*What is expected:*
Using the data below, copy each line that includes the word "Common".

• • • • • • •

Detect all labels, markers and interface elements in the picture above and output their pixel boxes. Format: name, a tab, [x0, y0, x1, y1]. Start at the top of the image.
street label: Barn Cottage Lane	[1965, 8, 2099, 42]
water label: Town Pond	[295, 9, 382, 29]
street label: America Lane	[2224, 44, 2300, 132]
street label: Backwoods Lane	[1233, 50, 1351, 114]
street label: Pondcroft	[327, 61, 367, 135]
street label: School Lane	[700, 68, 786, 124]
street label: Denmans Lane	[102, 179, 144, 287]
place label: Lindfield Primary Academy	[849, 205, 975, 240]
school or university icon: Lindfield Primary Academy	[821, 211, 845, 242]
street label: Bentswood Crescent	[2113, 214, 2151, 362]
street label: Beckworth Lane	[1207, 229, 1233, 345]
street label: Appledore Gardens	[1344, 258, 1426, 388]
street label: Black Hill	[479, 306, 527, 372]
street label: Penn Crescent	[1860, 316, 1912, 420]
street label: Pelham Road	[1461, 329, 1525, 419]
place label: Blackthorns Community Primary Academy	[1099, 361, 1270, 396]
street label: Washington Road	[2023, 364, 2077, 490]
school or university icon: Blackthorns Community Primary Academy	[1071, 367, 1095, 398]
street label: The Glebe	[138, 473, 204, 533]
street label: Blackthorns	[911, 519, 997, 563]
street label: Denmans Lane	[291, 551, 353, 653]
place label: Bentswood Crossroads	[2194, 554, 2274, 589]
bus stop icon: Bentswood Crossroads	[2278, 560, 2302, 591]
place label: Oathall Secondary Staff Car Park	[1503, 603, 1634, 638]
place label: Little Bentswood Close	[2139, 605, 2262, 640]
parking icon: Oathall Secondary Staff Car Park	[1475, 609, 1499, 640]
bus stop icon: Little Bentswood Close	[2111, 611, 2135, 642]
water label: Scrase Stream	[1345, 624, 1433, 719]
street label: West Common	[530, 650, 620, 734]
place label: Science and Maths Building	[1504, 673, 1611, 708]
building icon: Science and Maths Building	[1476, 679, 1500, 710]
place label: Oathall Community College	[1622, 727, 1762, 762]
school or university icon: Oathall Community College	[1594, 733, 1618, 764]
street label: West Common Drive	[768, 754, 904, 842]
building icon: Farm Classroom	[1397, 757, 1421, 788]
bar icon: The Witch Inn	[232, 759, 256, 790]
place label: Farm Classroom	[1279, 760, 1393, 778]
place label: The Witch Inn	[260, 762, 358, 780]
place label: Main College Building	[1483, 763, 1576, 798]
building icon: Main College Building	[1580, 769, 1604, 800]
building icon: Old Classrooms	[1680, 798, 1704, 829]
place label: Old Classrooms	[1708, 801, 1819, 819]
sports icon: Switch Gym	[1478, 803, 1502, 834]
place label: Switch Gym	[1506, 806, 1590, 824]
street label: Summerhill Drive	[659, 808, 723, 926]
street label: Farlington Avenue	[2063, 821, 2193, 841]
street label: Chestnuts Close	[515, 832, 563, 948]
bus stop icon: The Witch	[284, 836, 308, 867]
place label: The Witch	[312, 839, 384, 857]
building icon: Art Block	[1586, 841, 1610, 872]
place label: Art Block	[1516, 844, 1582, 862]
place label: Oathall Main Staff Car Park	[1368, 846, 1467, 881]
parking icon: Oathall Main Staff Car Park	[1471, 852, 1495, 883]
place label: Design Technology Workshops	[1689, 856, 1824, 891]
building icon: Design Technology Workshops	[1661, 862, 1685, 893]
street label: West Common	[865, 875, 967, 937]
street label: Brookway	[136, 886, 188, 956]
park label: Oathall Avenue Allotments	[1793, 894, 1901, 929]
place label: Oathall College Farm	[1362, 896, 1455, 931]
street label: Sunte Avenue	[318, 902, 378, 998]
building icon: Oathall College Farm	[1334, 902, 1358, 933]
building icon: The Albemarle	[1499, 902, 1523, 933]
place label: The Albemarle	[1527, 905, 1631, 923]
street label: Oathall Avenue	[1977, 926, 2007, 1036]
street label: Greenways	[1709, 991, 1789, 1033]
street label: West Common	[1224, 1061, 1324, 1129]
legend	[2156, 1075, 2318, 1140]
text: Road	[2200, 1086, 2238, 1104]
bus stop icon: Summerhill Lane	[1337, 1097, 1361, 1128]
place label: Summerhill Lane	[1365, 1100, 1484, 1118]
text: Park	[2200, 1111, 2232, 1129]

• • • • • • •

*Solution for this problem:*
street label: West Common	[530, 650, 620, 734]
street label: West Common Drive	[768, 754, 904, 842]
street label: West Common	[865, 875, 967, 937]
street label: West Common	[1224, 1061, 1324, 1129]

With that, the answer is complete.